MaxwellBuchanan, Jun 22 2011

       Incidentally, the Dutch architect Konrad Hoogenvelt died trying to use "vacuum glass" in 1983. He was more a designer than an engineer, and designed and built a house which was transparent and almost perfectly (he argued) isolated from the outside world. He said it was meant to expose the occupants whilst insulating them, or some such tombollockry.   

       Most of the structure was built from glass slabs which were about 3ft square and contained a vacuum in the middle (they were made as single pieces, like a flat thick-walled vacuum tube).   

       It was probably all just about OK, except that the panels were bonded to eachother with a very rigid polycarbonate resin.   

       The presumption (after the accident) was that one panel had failed or been damaged and, on imploding, the stresses had triggered the collapse of adjacent panels, and so on in a catastrophic chain reaction which was reported as sounding "like a bomb blast". The end result was that most of the building was basically reduced to powder, along with its sole occupant (well, he was more of a mush than a powder).

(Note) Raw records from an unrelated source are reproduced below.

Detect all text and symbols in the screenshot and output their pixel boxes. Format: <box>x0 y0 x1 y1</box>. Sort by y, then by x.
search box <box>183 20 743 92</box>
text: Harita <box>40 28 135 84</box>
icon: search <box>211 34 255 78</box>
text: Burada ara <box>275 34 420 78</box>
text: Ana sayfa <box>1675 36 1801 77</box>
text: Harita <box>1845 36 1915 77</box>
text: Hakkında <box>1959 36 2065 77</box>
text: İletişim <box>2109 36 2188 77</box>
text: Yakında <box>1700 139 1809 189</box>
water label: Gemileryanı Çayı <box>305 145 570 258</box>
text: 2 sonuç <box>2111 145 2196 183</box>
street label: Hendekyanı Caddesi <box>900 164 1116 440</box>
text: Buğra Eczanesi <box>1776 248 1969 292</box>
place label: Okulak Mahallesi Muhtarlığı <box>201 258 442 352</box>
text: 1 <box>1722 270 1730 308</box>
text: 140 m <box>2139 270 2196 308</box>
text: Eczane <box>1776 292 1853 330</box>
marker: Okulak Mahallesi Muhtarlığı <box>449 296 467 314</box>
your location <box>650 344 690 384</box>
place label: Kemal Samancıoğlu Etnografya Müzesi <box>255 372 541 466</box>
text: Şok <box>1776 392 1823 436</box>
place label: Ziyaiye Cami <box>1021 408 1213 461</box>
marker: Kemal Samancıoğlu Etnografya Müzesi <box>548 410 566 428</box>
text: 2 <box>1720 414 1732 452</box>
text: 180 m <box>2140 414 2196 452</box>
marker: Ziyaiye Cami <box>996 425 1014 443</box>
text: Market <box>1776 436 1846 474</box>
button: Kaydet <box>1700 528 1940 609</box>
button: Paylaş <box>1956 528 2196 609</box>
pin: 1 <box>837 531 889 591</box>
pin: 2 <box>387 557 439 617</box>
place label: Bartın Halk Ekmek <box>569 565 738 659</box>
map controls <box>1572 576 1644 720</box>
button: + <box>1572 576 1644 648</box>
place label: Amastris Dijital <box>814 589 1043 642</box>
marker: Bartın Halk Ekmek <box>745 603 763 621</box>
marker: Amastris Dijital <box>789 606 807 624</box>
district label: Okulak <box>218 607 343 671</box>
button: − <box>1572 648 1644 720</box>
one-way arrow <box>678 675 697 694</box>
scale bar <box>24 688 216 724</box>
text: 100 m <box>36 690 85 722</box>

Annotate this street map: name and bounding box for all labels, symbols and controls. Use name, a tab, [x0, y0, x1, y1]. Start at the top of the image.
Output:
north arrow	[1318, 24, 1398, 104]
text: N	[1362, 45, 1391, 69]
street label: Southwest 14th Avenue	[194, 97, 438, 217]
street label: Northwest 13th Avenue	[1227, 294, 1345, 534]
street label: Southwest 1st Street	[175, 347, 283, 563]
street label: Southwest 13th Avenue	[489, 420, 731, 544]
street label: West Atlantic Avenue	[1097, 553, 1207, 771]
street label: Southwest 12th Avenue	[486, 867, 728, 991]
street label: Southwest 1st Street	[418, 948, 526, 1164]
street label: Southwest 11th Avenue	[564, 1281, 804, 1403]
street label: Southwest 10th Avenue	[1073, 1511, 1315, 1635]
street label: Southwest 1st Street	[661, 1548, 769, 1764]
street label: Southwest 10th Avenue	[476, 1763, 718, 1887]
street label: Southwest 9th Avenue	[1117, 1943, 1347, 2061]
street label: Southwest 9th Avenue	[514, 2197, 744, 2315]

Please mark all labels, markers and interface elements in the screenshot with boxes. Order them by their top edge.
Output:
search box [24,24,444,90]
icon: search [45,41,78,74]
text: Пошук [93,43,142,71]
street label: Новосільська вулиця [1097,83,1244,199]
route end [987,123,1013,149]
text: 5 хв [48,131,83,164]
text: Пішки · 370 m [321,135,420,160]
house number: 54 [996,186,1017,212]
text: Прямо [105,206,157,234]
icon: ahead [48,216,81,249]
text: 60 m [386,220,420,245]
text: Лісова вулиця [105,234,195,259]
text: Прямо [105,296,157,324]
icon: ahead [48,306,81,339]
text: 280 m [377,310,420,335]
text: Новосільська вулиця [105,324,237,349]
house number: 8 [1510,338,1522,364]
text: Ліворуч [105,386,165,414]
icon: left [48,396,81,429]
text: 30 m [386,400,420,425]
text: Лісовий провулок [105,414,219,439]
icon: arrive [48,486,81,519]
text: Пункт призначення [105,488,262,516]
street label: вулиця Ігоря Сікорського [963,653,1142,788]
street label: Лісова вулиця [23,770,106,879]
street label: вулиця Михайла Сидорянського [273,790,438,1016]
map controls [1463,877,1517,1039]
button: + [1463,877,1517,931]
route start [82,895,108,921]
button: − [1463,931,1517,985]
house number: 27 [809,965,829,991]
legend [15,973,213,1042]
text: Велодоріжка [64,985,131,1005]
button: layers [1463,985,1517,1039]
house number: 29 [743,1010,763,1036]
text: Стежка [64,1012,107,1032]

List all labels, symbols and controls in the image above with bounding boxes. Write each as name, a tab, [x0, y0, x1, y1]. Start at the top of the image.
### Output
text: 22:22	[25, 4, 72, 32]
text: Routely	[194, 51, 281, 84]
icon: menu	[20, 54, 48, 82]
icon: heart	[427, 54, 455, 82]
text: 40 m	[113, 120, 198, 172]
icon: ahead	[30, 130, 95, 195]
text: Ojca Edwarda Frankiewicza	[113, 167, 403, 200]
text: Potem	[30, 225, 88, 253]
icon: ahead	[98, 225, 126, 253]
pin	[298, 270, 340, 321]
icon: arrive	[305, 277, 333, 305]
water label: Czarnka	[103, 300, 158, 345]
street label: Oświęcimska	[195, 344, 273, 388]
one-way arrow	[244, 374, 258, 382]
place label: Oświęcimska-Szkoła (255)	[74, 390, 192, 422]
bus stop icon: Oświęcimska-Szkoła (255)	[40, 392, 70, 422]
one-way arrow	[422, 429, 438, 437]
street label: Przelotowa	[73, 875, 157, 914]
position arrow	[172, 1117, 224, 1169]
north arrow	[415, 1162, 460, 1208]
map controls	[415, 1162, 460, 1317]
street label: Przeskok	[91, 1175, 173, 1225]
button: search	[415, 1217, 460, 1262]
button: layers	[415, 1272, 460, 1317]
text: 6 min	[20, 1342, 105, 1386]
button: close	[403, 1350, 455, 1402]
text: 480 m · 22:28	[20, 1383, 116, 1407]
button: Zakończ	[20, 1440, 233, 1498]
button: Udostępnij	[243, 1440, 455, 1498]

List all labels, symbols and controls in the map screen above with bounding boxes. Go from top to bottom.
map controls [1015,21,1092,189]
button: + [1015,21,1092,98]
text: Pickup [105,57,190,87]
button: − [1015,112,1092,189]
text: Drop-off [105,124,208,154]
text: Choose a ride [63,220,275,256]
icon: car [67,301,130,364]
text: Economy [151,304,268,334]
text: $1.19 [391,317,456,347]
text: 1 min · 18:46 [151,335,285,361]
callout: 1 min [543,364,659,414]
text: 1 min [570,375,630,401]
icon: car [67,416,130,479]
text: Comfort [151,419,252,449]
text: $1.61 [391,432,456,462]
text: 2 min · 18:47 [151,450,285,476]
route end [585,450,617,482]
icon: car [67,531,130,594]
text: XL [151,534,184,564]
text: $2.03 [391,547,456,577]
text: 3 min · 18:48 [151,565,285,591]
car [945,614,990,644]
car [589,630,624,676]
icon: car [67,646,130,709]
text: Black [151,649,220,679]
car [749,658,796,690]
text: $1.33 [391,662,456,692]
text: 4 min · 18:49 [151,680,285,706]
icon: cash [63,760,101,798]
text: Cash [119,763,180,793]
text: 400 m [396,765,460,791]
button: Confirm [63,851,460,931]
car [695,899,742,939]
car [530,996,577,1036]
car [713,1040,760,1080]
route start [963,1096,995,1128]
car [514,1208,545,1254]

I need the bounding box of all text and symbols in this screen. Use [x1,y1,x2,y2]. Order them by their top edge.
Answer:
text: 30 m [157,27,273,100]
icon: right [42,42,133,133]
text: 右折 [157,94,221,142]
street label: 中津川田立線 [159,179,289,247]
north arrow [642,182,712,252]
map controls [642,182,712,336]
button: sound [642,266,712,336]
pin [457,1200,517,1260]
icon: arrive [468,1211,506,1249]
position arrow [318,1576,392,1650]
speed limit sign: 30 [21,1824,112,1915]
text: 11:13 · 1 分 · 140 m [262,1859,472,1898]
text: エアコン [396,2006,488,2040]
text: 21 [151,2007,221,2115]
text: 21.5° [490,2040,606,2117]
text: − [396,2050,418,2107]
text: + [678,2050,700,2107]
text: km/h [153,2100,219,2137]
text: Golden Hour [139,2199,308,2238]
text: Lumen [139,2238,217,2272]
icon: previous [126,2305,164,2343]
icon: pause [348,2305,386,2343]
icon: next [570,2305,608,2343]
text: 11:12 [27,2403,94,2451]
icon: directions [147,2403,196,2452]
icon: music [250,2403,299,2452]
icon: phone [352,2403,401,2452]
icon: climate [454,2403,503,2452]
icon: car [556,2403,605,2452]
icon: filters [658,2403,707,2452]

The site was closed off for more than six months while people argued over how to clear the debris, since the surviving panels could have shattered and imploded at any time; eventually they "defused" the remains using a steamroller with a cab protected by bullet-proof polycarbonate.   

       So maybe vacuum-panelled fridges are not such a great idea.
MaxwellBuchanan, Jun 22 2011

       isn't the bigger problem spoilage and/or heating from all the incoming light?
tjhenry, Jun 23 2011

       Heavy velvet drapes around the outside?
pocmloc, Jun 23 2011

       //Incidentally, the Dutch architect Konrad Hoogenvelt...// *citation needed
hippo, Jun 23 2011

       Would it be completely outside the realms of sensibility to make a glass fridge containing a large block of very clear ice, with a vacuum inside it, accessible via an airlock?
nineteenthly, Jun 23 2011

       // *citation needed// I don't think Hoogenvelt was in any state to receive one.
MaxwellBuchanan, Jun 23 2011

       [ ] the idea sucks except as a bar-fridge ("ice cube"), but I like [bigsleep]'s song.
FlyingToaster, Jun 23 2011

       Darnit, [MaxB], I Googled "Konrad Hoogenvelt". Most amusing.